[Dataset entries]
+---+

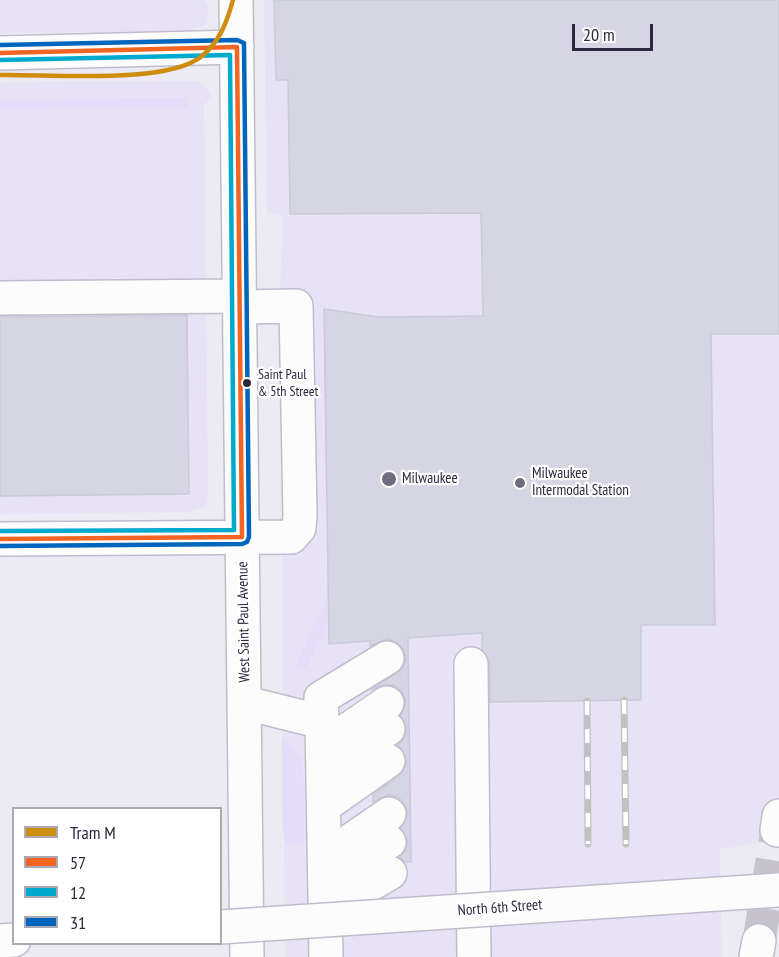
<!DOCTYPE html>
<html>
<head>
<meta charset="utf-8">
<style>
	body { margin:0 }
	#map { position:relative; width:779px; height:957px; overflow:hidden; background:#eceaf2; font-family:"PT Sans Narrow",sans-serif }
	canvas { display:block }
	.legend { position:absolute; left:12px; top:807px; width:210px; height:138px; box-sizing:border-box; background:#fff; border:2px solid #aba9b3; margin:0; padding:8px 10px; list-style:none; font-size:18px; color:#2e2740 }
	.legend li { display:flex; align-items:center; gap:12px; height:30px }
	.legend b { width:30px; border:2px solid #aba9b3 }
	.scale { position:absolute; left:572px; top:24px; width:81px; height:27px; box-sizing:border-box; border:3px solid #2e2740; border-top:0; padding-left:8px; font-size:18px; line-height:21px; white-space:nowrap; color:#2e2740; -webkit-text-stroke:4px #fff; paint-order:stroke }
</style>
</head>
<body>
<div id="map">
<canvas width="779" height="957"></canvas>
<ul class="legend">
<li><b style="height:8px;background:#cf8d0d"></b>Tram M</li>
<li><b style="height:8px;background:#f26522"></b>57</li>
<li><b style="height:8px;background:#00a9ce"></b>12</li>
<li><b style="height:8px;background:#0065bd"></b>31</li>
</ul>
<div class="scale">20 m</div>
</div>
<script>
const context = document.querySelector('canvas').getContext('2d');
context.lineJoin = 'round';
function paint(path, color) {
  context.fillStyle = color;
  context.fill(path, 'evenodd');
}
function stroke(path, color, width, dash) {
  context.strokeStyle = color;
  context.lineWidth = width;
  context.lineCap = dash ? 'butt' : 'round';
  context.setLineDash(dash || []);
  context.stroke(path);
}
function label(font, color, halo, rows, align = 'center') {
  context.font = font + ' "PT Sans Narrow",sans-serif';
  context.lineWidth = 4.5;
  context.setLineDash([]);
  context.textBaseline = 'middle';
  context.strokeStyle = halo;
  context.fillStyle = color;
  for (const [text, x, y, turn = 0] of rows) {
    context.save();
    context.translate(x, y);
    context.rotate((+turn || 0) * Math.PI / 180);
    context.textAlign = isNaN(turn) ? turn : align;
    if (halo) context.strokeText(text, 0, 0);
    context.fillText(text, 0, 0);
    context.restore();
  }
}
paint(new Path2D(`
	M 0,0 L 205,0 L 209,10 L 205,26 L 190,31 L 0,33 Z
	M 264,0 L 779,0 L 779,840 L 720,849 L 722,957 L 285,957 L 280,291 L 283,215 L 267,213 Z
	M 198,81 L 207,88 L 212,99 L 204,104 L 208,497 L 206,506 L 190,512 L 0,514 L 0,82 Z`), '#e7e2f6');
paint(new Path2D(`
	M 187,98 L 187,108 L 0,109 L 0,100 Z
	M 327,597 L 328,622 L 306,667 L 294,668 Z
	M 282,736 L 303,759 L 304,844 L 286,845 L 283,832 Z`), '#e4ddf9');
const building = new Path2D(`
	M 274,0 L 779,0 L 779,334 L 711,334 L 715,625 L 641,625 L 641,700 L 490,702 L 490,664 L 482,649 L 482,633 L 408,638 L 411,862 L 404,862 L 400,857 L 406,850 L 408,842 L 401,828 L 408,813 L 405,804 L 398,797 L 388,795 L 373,802 L 373,795 L 399,776 L 405,768 L 407,759 L 398,745 L 405,737 L 407,728 L 400,716 L 406,702 L 403,693 L 396,686 L 386,684 L 371,690 L 403,668 L 406,658 L 403,649 L 396,642 L 387,639 L 370,646 L 370,641 L 329,644 L 324,309 L 379,317 L 483,316 L 481,213 L 290,214 L 288,80 L 276,80 Z
	M 187,315 L 189,494 L 0,496 L 0,317 Z`);
paint(building, '#d5d5e3');
stroke(building, '#c9cbda', 1.5);
stroke(new Path2D(`
	M 759,941 L 777,830`), '#c6c3ce', 33, [33, 16]);
const minor = new Path2D(`
	M 236,0 L 247,957
	M 0,53 L 237,47
	M 0,298 L 240,296
	M 0,539 L 291,537 L 299,528 L 300,515 L 296,306 L 240,307
	M 471,664 L 474,957
	M 246,703 L 322,722 L 326,957
	M 322,722 L 321,698 L 387,658
	M 346,731 L 387,703
	M 323,776 L 388,729
	M 324,806 L 388,761
	M 777,830 L 779,816
	M 325,858 L 389,814
	M 343,870 L 389,842
	M 326,910 L 390,873
	M 756,957 L 759,941`);
const major = new Path2D(`
	M 0,941 L 14,940`);
stroke(minor, '#c1bccc', 36);
stroke(major, '#c1bccc', 36);
stroke(minor, '#fcfcfd', 33);
stroke(major, '#fcfcfd', 33);
stroke(new Path2D(`
	M 0,75 L 1,75`), '#c1c0c3', 1.5);
const rail = new Path2D(`
	M 624,700 L 626,844
	M 587,701 L 588,844`);
stroke(rail, '#c1c0c3', 7);
stroke(rail, '#fff', 4.5, [14]);
const majorBridge = new Path2D(`
	M 220,927 L 779,890`);
stroke(majorBridge, '#c1bccc', 36, []);
stroke(majorBridge, '#fcfcfd', 33);
stroke(new Path2D(`
	M 0,53 L 237,47 L 242,537 L 0,539`), '#f26522', 4.5);
stroke(new Path2D(`
	M 0,531 L 234,530 L 230,55 L 0,60`), '#00a9ce', 4.5);
stroke(new Path2D(`
	M 0,45 L 237,40 L 244,43 L 249,537 L 247,542 L 242,544 L 0,546`), '#0065bd', 4.5);
stroke(new Path2D(`
	M 1,75 C 49,74 167,85 202,56 C 220,41 227,22 233,0`), '#cf8d0d', 4.5);
for (const [x, y, r, color] of [
	[247,383,5,"#2e2740"],
	[389,479,8,"#706b7e"],
	[520,483,6,"#706b7e"]
]) {
  const dot = new Path2D();
  dot.arc(x, y, r, 0, 2 * Math.PI);
  context.fillStyle = color;
  context.fill(dot);
  stroke(dot, '#fff', 2);
}
label('14px', '#2e2740', '#fff', [
	["Saint Paul",258,375],
	["& 5th Street",258,392]
], 'left');
label('15px', '#2e2740', '#fff', [
	["Milwaukee",532,474],
	["Intermodal Station",532,491],
	["Milwaukee",402,479]
], 'left');
label('15px', '#2e2740', '#fff', [
	["West Saint Paul Avenue",244,622,-91],
	["North 6th Street",500,908,-4]
]);
</script>
</body>
</html>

+---+

* **Task description**
Using the entries above, return exactly the lines from the line with "context.lineWidth = width;" to the line with "context.strokeStyle = halo;", counting both of those lines.

* **Expected answer**
  context.lineWidth = width;
  context.lineCap = dash ? 'butt' : 'round';
  context.setLineDash(dash || []);
  context.stroke(path);
}
function label(font, color, halo, rows, align = 'center') {
  context.font = font + ' "PT Sans Narrow",sans-serif';
  context.lineWidth = 4.5;
  context.setLineDash([]);
  context.textBaseline = 'middle';
  context.strokeStyle = halo;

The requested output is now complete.